Every line with the string "symbols" should be copied from the data.

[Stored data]
>>>>>

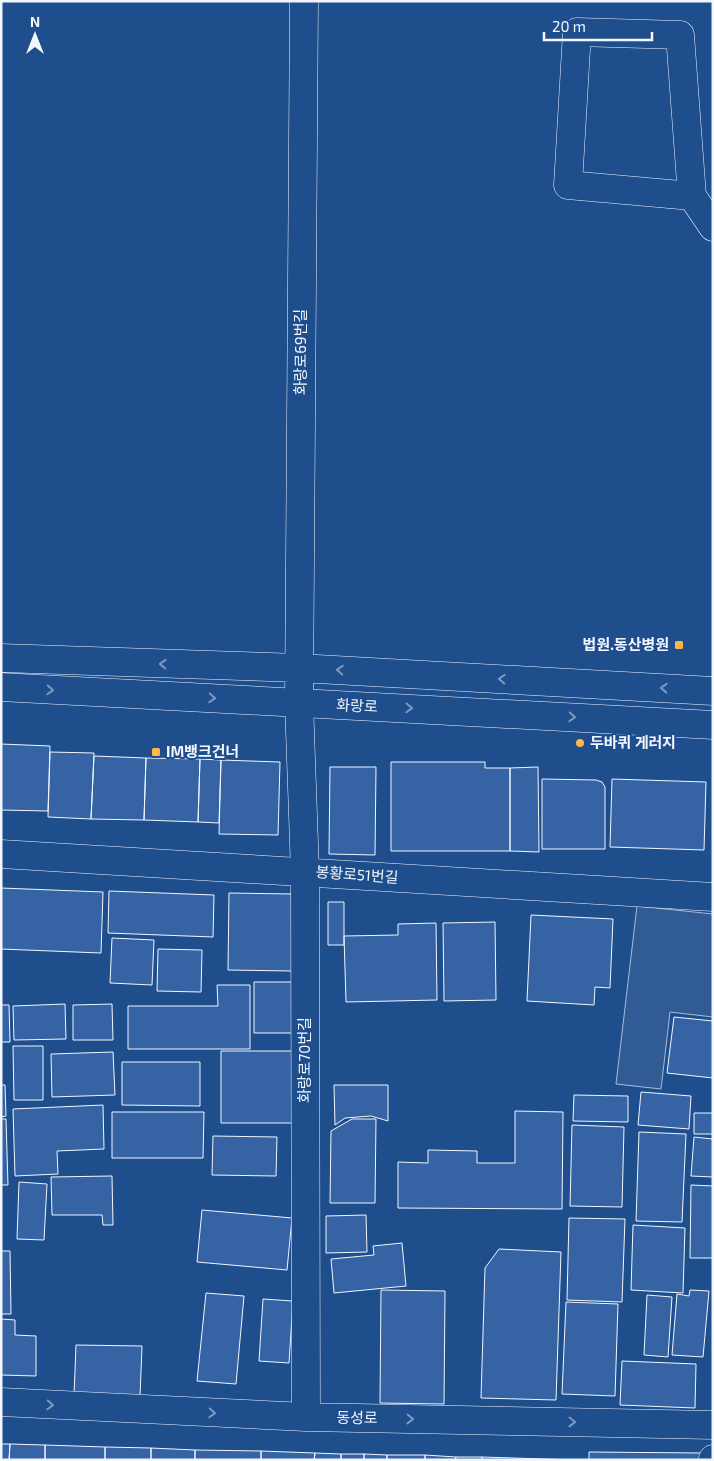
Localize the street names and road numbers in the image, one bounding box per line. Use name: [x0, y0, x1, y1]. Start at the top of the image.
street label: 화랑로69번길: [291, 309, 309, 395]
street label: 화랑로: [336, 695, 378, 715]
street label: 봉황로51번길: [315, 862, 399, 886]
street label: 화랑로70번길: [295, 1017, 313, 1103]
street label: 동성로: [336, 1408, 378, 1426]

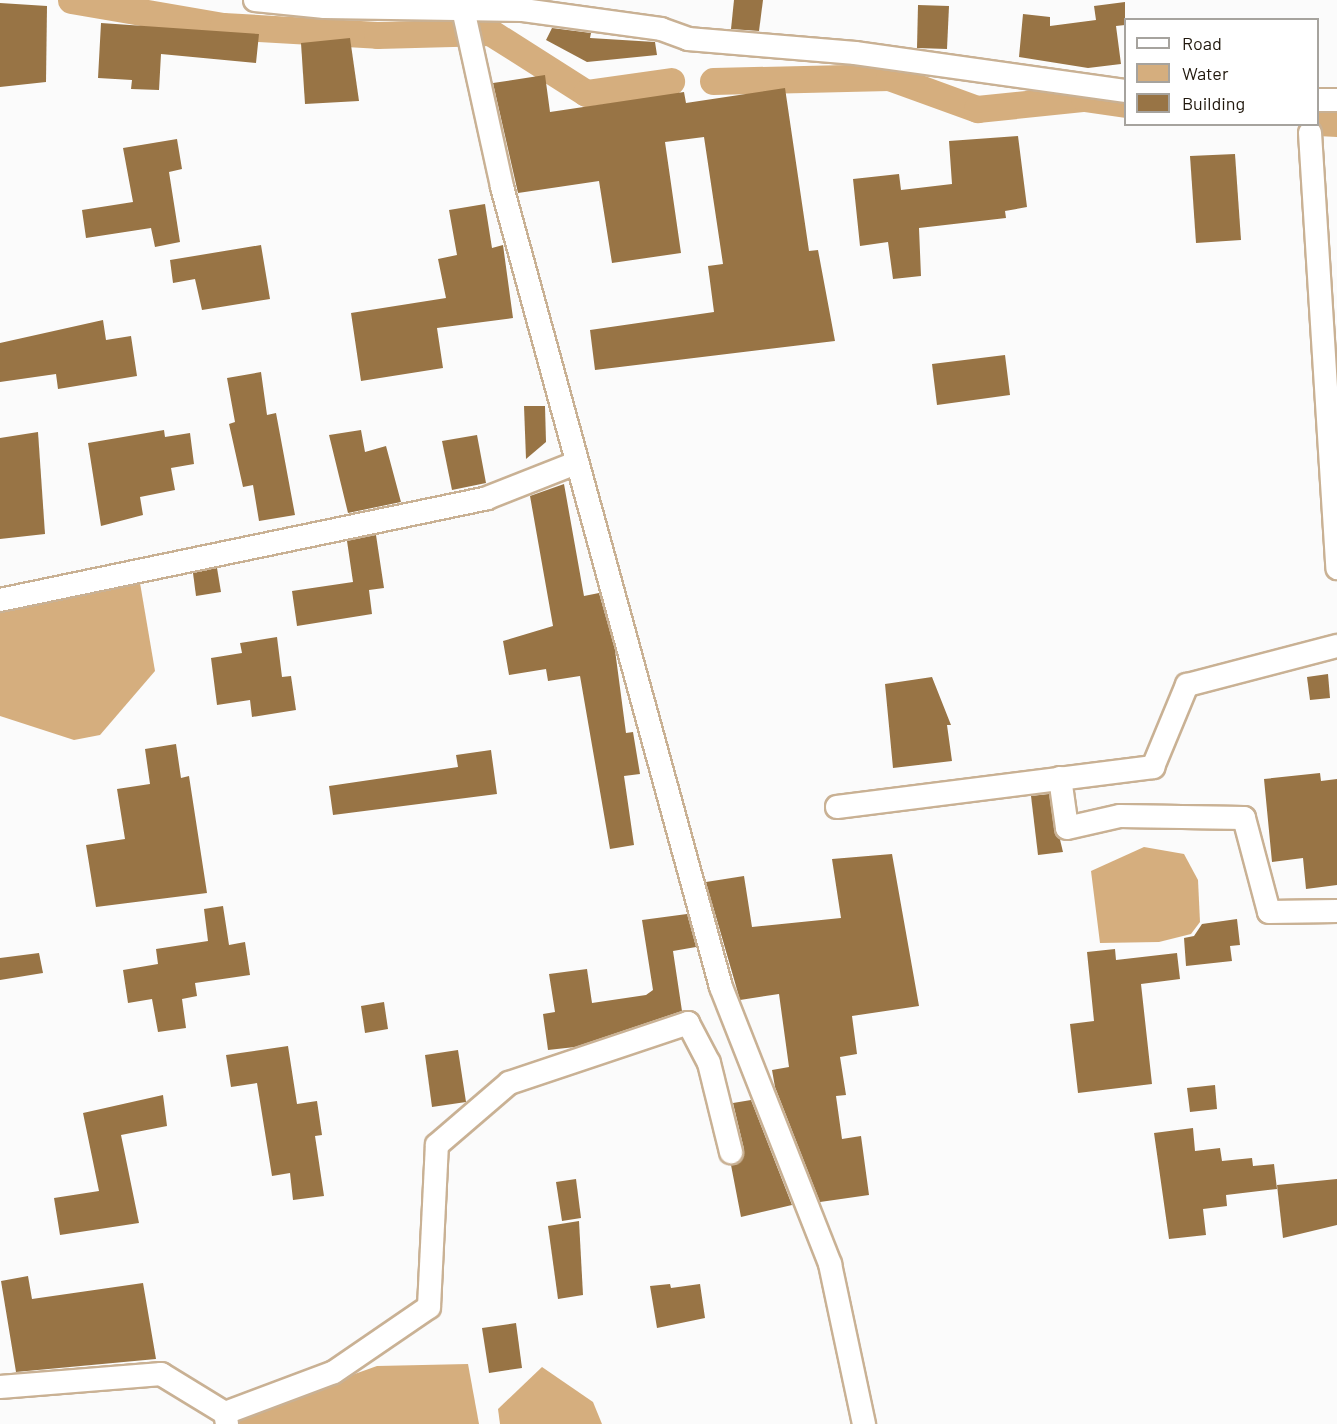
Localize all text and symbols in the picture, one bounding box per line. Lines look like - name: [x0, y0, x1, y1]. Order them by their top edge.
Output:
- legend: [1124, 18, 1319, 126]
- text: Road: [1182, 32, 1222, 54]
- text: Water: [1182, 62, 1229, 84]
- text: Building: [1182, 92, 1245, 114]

<<<<<
>>>>>

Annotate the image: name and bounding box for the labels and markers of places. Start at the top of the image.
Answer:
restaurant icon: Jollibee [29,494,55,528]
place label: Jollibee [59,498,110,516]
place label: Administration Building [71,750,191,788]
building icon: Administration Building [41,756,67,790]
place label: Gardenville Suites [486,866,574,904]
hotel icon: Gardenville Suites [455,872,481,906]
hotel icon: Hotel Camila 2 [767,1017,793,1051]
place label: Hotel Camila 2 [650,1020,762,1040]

<<<<<
>>>>>

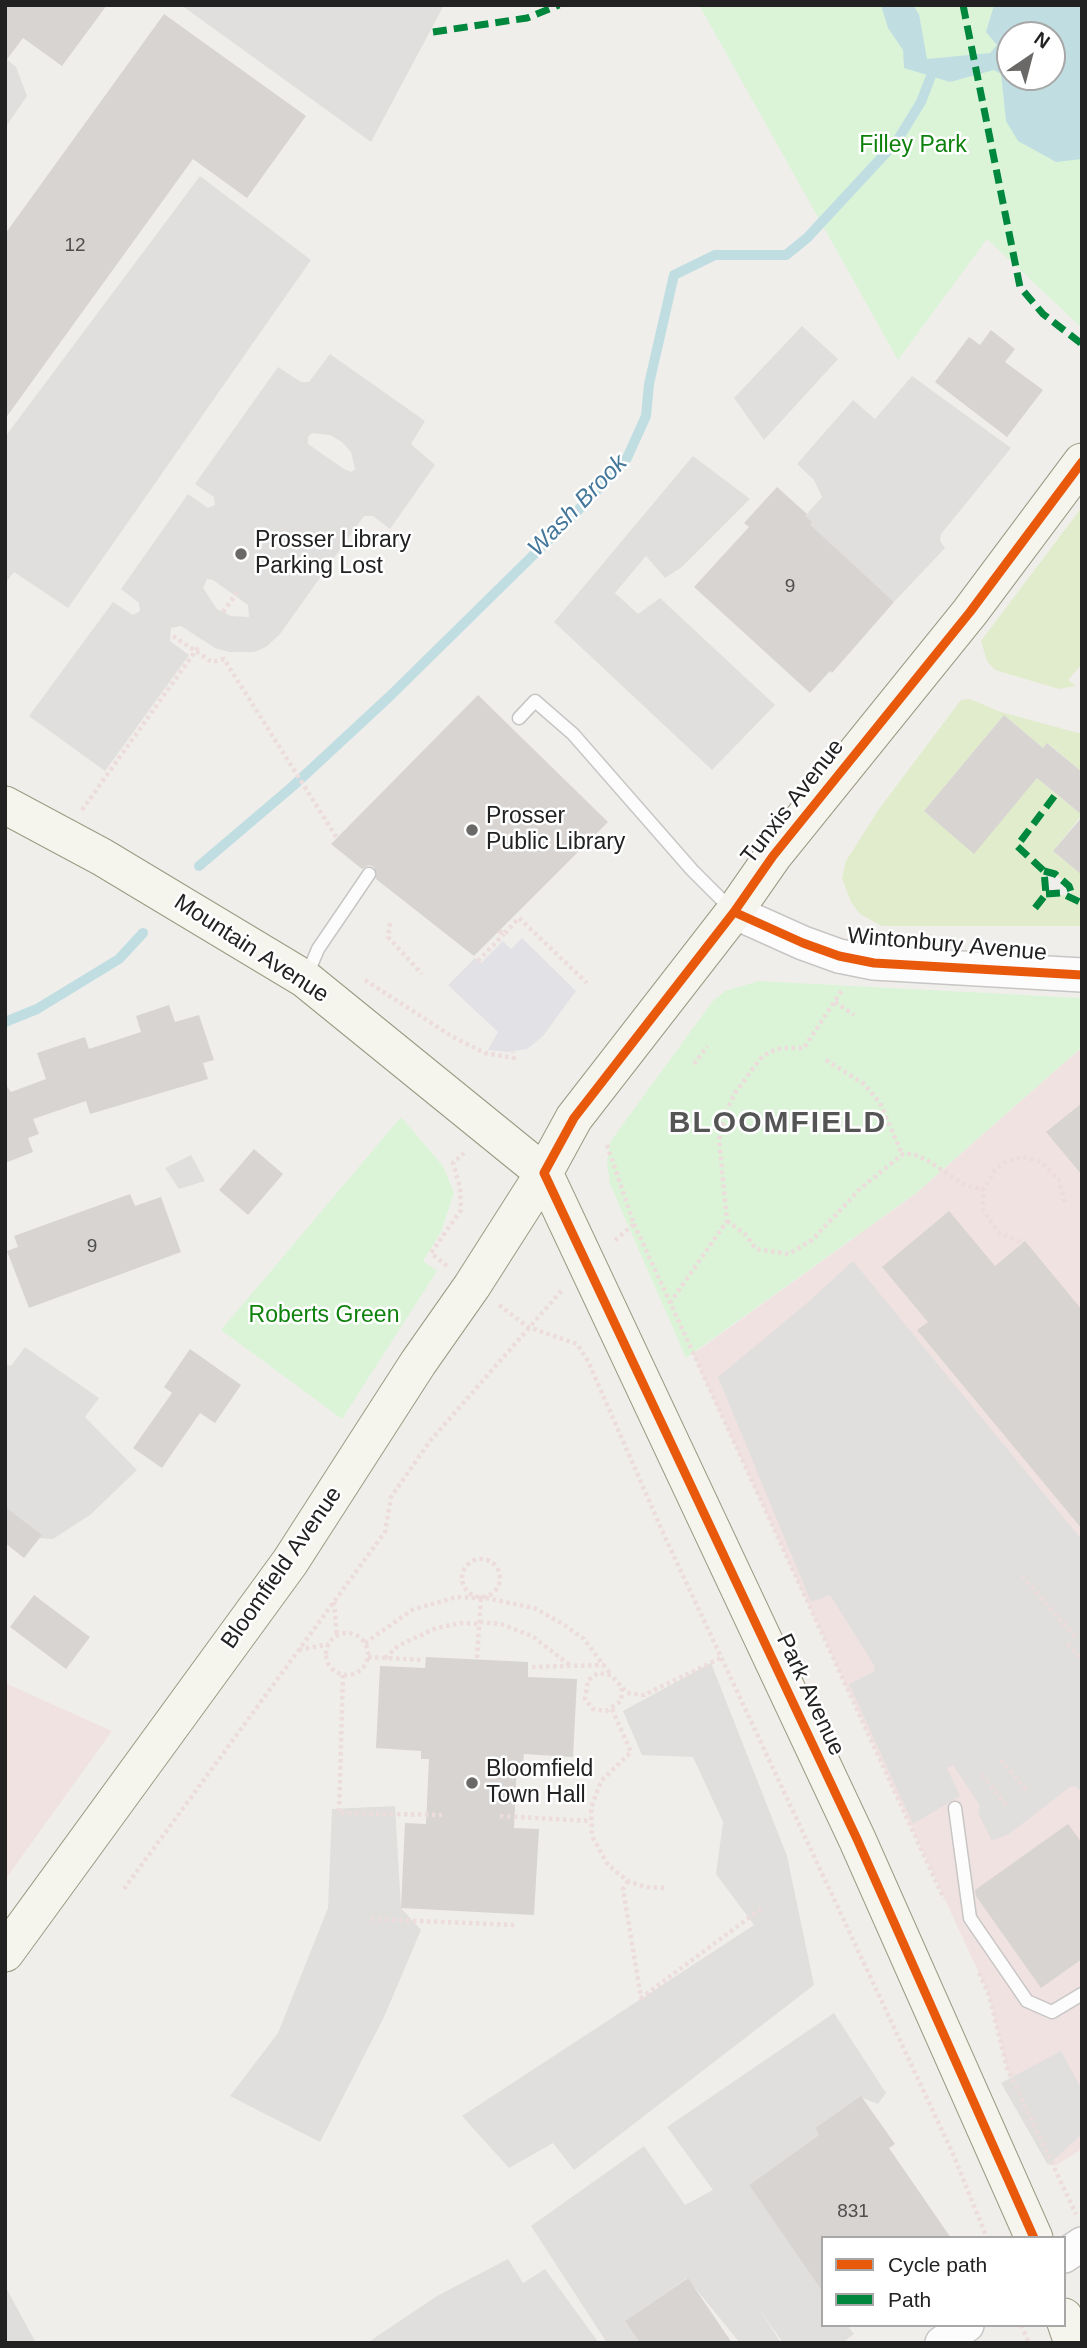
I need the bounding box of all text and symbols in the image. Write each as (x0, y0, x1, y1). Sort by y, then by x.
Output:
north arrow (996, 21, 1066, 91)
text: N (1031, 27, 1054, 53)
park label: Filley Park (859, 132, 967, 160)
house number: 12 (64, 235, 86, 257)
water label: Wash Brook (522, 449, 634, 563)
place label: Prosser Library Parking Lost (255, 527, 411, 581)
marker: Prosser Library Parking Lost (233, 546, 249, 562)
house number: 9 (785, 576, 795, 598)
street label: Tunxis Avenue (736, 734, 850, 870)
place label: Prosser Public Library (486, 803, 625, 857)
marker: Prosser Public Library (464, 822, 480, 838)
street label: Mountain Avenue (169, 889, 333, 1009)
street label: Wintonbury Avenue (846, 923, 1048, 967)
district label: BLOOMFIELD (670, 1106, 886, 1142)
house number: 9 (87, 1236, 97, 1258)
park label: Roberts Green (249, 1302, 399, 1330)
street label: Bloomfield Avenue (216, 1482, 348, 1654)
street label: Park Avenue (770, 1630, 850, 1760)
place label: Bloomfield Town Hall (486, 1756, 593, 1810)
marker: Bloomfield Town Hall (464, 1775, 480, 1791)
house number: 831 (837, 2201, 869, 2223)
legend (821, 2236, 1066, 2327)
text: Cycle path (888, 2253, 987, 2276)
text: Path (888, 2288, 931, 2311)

<<<<<

-- SOLUTION TO THIS PROBLEM --
Localize all text and symbols in the picture, one bounding box per line. Lines look like - name: [x0, y0, x1, y1]. Order them by their top edge.
I need the bounding box of all text and symbols in the image. Write each as (x0, y0, x1, y1). Sort by y, then by x.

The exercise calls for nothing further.